The volunteer group, which sits within the Heeley Trust charity and includes retired GPs, doctors and health professionals, now says that the correlation between poverty and lower vaccine uptake is becoming an increasingly worrying pattern.

Dr Payne said in a presentation on the group’s work, watched by the Telegraph: “The pattern is revealed when you look at poverty and socio-deprivation and affluence..

"The highest case rates are in the most deprived parts of Sheffield in the north and east of the city

"Sadly the map (of vaccine uptake) looks very similar to that overall pattern we have seen already, The lowest vaccination rates are also generally lower in the north and east of Sheffield.”

The study also looked at the inverse care law, a term coined in 1971 that looks at the availability of care to those who need it most in a given area.

Dr Payne said: "The so-called inverse care law says that those in most need of care often have the least uptake and availability of it, the inverse care law whereby those in most need have the lowest vaccination rates needs to be addressed and those areas not only suffer from having more socio-economic disadvantage, but also a higher Covid case rate. They also tend to be the ones with the lower vaccination rates.”

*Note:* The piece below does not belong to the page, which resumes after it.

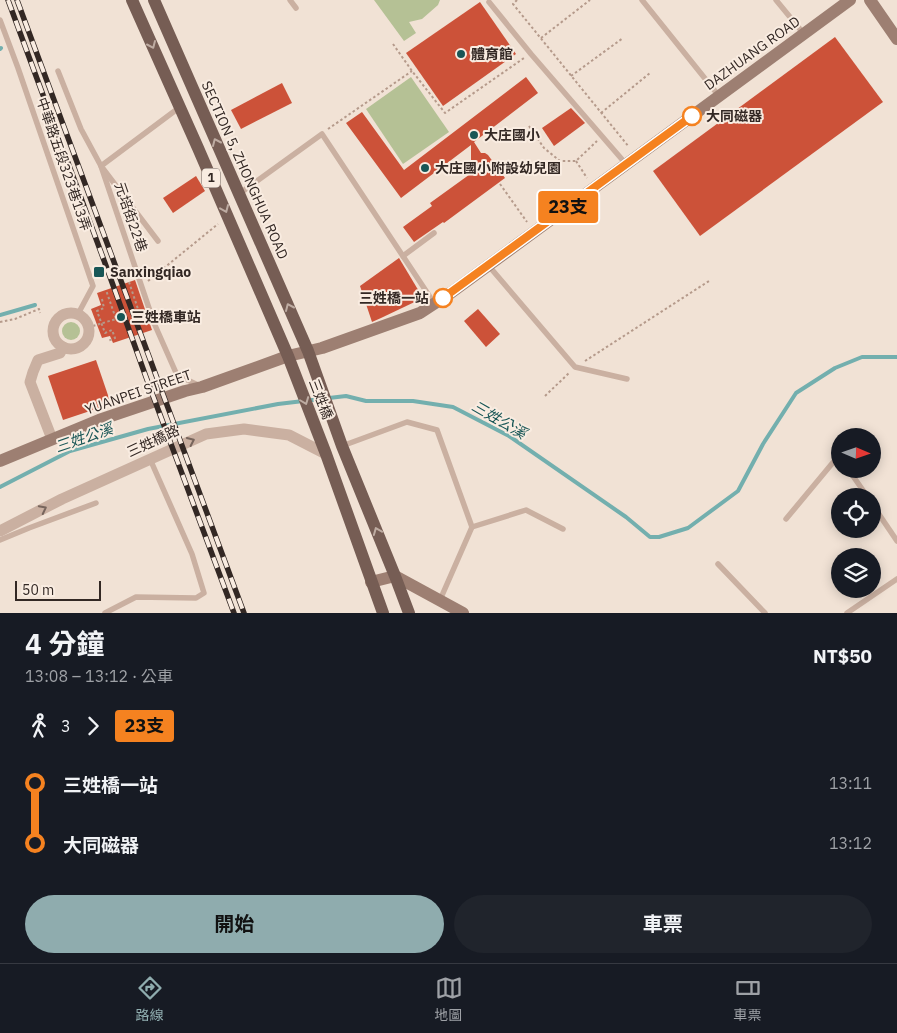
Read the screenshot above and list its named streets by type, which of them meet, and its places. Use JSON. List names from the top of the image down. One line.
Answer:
{"streets":{"main road":["SECTION 5, ZHONGHUA ROAD","1","三姓橋"],"street":["DAZHUANG ROAD","YUANPEI STREET","三姓橋路"],"lane":["中華路五段323巷13弄","元培街22巷"]},"crossings":[["DAZHUANG ROAD","SECTION 5, ZHONGHUA ROAD"],["DAZHUANG ROAD","1"],["DAZHUANG ROAD","YUANPEI STREET"],["DAZHUANG ROAD","三姓橋"],["SECTION 5, ZHONGHUA ROAD","三姓橋"],["1","YUANPEI STREET"],["1","三姓橋"],["1","三姓橋路"],["元培街22巷","YUANPEI STREET"],["YUANPEI STREET","三姓橋"],["三姓橋","三姓橋路"]],"one_way":["三姓橋路"],"water":["三姓公溪"],"places":{"other":["體育館","大同磁器","大庄國小","大庄國小附設幼兒園","三姓橋一站","三姓橋車站"],"transit":["Sanxingqiao"]},"lines":["bus line 23支"],"scale_bar":"50 m","north":"right","page":{"on_map":"23支","scale":"50 m","heading":["4 分鐘","13:08 – 13:12 · 公車","NT$50"],"legs":["3","23支"],"list":[{"name":"三姓橋一站","value":"13:11"},{"name":"大同磁器","value":"13:12"}],"buttons":["開始","車票"],"tabs":["路線","地圖","車票"]}}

Reasons for the differing uptake rates have a number of factors as well as affluence, including some areas having vaccination centres and some having a considerably lower population of over 65s.

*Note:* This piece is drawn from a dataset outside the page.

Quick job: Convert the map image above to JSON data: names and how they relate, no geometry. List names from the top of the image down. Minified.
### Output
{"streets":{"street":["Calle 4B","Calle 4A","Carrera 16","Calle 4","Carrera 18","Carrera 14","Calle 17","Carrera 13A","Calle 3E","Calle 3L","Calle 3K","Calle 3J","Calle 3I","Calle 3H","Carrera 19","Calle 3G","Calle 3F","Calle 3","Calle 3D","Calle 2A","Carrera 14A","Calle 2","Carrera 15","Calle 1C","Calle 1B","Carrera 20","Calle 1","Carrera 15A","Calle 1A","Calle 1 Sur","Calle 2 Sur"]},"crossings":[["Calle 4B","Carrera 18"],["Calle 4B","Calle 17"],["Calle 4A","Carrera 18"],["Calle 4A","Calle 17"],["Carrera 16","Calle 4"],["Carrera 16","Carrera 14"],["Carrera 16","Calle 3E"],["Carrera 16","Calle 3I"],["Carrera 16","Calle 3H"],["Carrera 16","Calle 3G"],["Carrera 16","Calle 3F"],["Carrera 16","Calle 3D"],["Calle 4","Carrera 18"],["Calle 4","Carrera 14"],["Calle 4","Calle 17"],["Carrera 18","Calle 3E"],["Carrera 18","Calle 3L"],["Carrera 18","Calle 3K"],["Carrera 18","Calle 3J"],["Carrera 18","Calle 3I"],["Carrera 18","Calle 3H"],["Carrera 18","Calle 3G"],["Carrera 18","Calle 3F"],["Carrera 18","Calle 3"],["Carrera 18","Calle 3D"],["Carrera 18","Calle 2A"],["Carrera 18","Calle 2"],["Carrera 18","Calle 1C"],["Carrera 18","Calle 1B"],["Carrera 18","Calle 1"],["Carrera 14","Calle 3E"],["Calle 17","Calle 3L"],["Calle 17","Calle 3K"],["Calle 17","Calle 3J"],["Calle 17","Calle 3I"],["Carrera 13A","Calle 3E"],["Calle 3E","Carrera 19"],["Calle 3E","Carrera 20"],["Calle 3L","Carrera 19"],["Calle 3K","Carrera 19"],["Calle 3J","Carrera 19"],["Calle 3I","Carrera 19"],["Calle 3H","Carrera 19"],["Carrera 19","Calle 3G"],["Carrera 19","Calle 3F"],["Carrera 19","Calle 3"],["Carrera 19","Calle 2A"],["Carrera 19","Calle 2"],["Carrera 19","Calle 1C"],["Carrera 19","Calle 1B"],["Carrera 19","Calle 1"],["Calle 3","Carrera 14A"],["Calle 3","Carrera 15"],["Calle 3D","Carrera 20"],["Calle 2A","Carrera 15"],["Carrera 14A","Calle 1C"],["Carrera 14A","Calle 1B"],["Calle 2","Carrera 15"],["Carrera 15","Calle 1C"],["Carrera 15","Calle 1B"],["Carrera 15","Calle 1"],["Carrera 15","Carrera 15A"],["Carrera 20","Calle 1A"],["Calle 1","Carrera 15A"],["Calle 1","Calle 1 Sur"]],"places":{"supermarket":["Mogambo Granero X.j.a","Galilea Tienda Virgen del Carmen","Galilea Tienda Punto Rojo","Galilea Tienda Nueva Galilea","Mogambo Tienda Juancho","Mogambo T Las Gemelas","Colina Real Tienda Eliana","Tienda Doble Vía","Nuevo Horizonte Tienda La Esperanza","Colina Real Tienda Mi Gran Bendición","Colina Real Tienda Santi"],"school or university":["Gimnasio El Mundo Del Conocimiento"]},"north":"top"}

"Some areas with low vaccination rates also have very small numbers of population over 65, which we don’t have to worry about so much,” Dr Payne said.

This includes Cathedral and Kelham, one of the MSOAs with the lowest vaccination rates in over 65s – but that is less of a concern than an area such as Burngreave, where the population of over 65s is considerably higher.

There is also a correlation between the most ethnically diverse areas in Sheffield, predominantly in the east of the city, also having a lower vaccine take up.

Dr Abdul Shaif founded the Sheffield COVID-19 BAMER Action Group, which represents 14 BAMER organisations across Sheffield, in response to how BAMER communities were dealt with during the pandemic.

He said: “We were fully aware that the system wasn’t going to respond to the needs of the BAMER communities in the way it should so we knew that we had to play our part.”

Other concerns about lower vaccine take up have come from people worrying about the safety of the vaccines, and in particular, the concern that the AstraZeneca vaccine increases the chances of a blood clot.

However, last week Sheffield GP Ollie Hart said they are ‘still encouraging people to have their second doses of the AstraZeneca vaccine’ and that “you're as likely to get killed by a meteorite as AstraZeneca vaccine”.

A 28-year-old Sheffield solicitor, Emily Sanderson, was also among the first people in England to receive the new Moderna vaccine at Sheffield Arena this week.